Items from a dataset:
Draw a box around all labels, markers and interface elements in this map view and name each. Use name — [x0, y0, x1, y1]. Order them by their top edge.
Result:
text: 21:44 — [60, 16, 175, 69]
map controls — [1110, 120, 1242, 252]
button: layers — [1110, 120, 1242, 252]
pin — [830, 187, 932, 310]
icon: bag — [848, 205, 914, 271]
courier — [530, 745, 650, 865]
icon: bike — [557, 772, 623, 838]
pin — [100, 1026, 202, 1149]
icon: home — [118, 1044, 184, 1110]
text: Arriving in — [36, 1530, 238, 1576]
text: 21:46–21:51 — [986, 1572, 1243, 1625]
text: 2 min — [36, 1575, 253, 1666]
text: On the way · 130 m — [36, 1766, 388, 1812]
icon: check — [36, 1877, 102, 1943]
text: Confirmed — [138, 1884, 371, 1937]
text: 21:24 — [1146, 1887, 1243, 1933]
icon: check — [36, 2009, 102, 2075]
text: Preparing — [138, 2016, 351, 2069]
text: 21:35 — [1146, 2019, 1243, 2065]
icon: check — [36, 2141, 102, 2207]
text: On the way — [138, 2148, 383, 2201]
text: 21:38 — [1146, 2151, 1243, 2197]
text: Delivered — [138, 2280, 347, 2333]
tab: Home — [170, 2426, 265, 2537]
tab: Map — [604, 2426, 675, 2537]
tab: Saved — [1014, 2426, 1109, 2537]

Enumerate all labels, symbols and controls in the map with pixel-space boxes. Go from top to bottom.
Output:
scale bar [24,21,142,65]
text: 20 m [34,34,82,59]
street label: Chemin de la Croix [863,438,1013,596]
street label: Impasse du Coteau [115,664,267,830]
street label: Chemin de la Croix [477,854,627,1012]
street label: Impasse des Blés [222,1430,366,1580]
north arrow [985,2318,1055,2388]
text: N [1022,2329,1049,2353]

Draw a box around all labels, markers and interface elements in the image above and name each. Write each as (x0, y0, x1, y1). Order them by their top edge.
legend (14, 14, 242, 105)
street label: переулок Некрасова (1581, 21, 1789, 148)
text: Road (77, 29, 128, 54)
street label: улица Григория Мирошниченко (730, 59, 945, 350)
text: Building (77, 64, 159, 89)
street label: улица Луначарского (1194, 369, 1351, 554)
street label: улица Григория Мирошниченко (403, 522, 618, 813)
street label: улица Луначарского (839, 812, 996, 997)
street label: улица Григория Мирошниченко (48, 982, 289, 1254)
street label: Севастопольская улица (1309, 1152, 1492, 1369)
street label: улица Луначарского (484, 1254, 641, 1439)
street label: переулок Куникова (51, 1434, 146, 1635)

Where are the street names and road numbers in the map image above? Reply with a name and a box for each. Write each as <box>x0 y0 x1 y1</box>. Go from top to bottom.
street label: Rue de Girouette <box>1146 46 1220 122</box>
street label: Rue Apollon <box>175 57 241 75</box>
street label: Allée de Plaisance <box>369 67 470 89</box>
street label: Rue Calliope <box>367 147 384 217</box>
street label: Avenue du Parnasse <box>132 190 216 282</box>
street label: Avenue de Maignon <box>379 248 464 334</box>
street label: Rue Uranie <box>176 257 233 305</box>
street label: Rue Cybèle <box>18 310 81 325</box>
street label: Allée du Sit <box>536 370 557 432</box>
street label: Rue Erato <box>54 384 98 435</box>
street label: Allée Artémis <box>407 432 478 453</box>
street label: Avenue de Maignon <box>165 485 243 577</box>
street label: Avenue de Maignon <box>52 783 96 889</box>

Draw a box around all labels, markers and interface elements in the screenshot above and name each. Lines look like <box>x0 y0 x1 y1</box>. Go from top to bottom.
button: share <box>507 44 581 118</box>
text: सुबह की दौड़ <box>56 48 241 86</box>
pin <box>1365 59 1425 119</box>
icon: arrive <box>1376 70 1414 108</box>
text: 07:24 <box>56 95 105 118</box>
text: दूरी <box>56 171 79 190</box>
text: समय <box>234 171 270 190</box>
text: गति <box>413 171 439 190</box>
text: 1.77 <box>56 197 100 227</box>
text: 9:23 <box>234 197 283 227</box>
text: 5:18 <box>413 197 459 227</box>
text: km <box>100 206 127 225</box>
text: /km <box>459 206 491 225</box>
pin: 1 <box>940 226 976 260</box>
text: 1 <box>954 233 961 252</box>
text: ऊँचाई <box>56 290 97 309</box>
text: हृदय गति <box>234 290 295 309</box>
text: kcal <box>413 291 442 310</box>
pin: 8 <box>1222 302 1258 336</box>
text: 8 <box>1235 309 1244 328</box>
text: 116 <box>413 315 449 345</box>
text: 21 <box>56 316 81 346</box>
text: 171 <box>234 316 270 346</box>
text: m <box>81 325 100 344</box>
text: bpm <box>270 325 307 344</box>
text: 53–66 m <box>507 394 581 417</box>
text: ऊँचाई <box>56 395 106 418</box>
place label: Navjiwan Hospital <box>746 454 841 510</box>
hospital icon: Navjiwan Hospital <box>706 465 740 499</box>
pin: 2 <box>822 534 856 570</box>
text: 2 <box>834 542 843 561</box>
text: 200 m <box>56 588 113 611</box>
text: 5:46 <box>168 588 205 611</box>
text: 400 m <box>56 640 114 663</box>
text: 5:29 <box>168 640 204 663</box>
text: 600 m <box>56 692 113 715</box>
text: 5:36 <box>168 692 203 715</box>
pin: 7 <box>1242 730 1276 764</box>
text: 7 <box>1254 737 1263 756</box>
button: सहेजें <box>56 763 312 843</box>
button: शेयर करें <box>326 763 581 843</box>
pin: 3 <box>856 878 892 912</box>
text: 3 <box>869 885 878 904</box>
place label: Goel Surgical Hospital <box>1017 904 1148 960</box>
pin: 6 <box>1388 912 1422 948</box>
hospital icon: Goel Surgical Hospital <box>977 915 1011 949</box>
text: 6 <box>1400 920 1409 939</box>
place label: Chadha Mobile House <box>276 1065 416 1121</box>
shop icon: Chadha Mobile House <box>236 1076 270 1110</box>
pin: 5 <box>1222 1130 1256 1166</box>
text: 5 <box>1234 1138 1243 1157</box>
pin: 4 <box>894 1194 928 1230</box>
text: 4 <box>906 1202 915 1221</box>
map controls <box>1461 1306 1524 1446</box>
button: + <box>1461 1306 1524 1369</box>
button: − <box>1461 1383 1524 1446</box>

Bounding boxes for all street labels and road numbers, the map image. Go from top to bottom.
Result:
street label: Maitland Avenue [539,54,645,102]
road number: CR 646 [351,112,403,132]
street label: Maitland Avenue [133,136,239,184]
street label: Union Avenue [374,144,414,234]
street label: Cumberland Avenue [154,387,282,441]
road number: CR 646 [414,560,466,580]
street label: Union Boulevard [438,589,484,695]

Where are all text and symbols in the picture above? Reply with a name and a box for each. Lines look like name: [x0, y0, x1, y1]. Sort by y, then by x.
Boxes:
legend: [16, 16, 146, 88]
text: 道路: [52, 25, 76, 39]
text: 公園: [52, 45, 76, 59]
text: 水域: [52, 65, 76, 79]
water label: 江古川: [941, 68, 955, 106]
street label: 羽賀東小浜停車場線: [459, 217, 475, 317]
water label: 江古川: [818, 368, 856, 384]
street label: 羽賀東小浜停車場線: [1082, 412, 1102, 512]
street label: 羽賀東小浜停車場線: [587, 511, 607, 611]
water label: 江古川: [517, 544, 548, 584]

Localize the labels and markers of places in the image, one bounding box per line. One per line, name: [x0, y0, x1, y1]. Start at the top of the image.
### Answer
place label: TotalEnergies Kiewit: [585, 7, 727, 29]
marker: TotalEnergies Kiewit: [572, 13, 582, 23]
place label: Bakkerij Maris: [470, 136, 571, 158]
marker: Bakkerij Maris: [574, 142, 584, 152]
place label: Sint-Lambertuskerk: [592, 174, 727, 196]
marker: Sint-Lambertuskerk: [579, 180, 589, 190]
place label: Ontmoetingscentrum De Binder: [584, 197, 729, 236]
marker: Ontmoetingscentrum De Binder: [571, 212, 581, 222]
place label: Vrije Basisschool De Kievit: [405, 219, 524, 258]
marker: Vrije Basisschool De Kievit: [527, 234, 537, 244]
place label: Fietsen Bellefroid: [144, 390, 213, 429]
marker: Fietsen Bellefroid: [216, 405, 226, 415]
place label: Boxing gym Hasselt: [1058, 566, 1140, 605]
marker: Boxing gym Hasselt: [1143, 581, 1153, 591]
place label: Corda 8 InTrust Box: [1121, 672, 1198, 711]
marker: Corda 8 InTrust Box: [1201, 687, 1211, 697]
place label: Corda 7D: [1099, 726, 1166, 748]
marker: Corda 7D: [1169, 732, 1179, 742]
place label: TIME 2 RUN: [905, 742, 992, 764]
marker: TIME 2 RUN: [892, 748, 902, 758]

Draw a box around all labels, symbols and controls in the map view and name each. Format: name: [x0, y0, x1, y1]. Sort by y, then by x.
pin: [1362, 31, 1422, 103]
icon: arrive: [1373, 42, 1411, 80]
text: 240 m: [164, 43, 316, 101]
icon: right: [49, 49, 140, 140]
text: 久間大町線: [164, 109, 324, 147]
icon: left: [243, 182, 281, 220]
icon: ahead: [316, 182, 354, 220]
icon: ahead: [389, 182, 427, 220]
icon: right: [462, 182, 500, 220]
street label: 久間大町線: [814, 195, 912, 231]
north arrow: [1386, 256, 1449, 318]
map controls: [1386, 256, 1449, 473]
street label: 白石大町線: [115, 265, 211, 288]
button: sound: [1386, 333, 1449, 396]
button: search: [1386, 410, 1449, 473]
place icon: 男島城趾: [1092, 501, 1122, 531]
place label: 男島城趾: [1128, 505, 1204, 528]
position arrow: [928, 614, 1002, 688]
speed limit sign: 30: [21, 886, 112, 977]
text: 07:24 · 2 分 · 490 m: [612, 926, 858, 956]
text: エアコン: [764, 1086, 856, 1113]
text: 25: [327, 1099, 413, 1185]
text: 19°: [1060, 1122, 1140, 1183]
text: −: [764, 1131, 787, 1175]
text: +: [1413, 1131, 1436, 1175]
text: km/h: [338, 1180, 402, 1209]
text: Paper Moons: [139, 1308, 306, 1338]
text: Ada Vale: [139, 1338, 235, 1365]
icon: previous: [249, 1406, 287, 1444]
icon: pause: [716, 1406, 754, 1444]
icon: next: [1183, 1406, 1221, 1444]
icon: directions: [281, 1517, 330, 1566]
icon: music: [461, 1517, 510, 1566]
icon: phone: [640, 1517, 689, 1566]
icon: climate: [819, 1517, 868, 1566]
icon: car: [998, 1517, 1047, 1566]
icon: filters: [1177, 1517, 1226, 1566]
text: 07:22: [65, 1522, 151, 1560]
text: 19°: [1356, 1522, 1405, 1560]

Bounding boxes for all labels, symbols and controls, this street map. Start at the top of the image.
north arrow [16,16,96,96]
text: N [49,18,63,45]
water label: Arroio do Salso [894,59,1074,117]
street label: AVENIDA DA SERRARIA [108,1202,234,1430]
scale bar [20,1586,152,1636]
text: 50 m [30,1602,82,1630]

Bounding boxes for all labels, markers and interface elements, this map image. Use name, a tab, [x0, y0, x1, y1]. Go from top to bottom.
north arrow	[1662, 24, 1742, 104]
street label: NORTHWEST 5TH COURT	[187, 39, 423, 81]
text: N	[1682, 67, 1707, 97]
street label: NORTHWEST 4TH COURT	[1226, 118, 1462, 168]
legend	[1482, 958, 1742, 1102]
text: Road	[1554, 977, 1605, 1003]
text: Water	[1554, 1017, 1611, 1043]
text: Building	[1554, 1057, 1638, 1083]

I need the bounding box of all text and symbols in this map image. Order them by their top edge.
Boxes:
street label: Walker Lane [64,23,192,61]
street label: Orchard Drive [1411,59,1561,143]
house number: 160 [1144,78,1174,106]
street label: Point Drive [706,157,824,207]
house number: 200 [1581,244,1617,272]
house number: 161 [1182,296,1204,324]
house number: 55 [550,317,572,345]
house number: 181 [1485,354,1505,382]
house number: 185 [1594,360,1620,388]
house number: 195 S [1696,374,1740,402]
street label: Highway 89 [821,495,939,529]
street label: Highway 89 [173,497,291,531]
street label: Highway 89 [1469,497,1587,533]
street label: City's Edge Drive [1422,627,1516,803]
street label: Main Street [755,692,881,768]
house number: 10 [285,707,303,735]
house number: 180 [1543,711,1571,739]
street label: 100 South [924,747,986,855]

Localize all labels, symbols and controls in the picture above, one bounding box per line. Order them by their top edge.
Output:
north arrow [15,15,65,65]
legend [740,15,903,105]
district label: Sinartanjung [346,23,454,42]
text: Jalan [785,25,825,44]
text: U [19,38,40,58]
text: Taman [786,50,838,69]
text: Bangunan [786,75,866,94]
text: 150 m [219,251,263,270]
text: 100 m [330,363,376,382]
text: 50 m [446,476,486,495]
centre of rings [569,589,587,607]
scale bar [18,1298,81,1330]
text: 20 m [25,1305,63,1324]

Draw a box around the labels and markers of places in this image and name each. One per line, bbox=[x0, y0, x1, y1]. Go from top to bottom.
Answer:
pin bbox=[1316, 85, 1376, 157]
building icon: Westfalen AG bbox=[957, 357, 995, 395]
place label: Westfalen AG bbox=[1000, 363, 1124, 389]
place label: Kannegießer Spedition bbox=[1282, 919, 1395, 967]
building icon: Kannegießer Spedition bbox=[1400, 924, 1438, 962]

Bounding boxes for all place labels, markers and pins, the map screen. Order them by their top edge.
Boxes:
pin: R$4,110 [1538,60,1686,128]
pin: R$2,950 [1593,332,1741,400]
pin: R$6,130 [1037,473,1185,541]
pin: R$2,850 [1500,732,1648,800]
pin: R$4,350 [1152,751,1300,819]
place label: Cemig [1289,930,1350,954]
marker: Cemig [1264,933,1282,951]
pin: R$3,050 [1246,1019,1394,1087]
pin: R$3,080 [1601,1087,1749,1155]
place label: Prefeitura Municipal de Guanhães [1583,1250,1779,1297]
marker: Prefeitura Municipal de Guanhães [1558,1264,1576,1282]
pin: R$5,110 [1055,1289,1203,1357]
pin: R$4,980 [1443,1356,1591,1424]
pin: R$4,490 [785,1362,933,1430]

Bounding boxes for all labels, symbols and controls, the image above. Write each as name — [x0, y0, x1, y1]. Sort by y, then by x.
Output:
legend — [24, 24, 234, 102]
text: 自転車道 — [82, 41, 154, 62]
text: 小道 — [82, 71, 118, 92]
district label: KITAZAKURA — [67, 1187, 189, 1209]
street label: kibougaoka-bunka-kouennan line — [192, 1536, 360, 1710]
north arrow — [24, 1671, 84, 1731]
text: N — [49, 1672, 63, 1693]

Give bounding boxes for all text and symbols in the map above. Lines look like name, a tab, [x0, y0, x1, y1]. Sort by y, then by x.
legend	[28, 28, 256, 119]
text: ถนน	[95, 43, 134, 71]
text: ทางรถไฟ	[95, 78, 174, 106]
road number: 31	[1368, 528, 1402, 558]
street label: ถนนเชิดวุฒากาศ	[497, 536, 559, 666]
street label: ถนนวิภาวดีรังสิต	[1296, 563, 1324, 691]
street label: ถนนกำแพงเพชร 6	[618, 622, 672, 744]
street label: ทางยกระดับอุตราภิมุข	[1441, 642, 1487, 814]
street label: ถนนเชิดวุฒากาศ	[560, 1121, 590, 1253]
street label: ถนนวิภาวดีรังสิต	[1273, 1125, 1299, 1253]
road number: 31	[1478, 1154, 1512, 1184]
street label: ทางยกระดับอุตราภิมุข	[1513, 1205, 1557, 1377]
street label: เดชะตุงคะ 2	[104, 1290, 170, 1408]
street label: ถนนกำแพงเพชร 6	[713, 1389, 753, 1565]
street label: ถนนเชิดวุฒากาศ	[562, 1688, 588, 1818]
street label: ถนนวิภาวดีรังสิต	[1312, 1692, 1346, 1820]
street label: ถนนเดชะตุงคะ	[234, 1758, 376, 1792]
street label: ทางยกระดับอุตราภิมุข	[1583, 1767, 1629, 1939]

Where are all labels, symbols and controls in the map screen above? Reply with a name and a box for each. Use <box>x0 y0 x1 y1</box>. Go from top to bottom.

■ TRY IT ■
In the entries above, find every line with the word "picture" and list it.

■ ANSWER TO THIS PROBLEM ■
Where are all text and symbols in the picture above? Reply with a name and a box for each. Lines look like name: [x0, y0, x1, y1]. Sort by y, then by x.
Localize all labels, symbols and controls in the picture above, one bounding box per line. Order them by their top edge.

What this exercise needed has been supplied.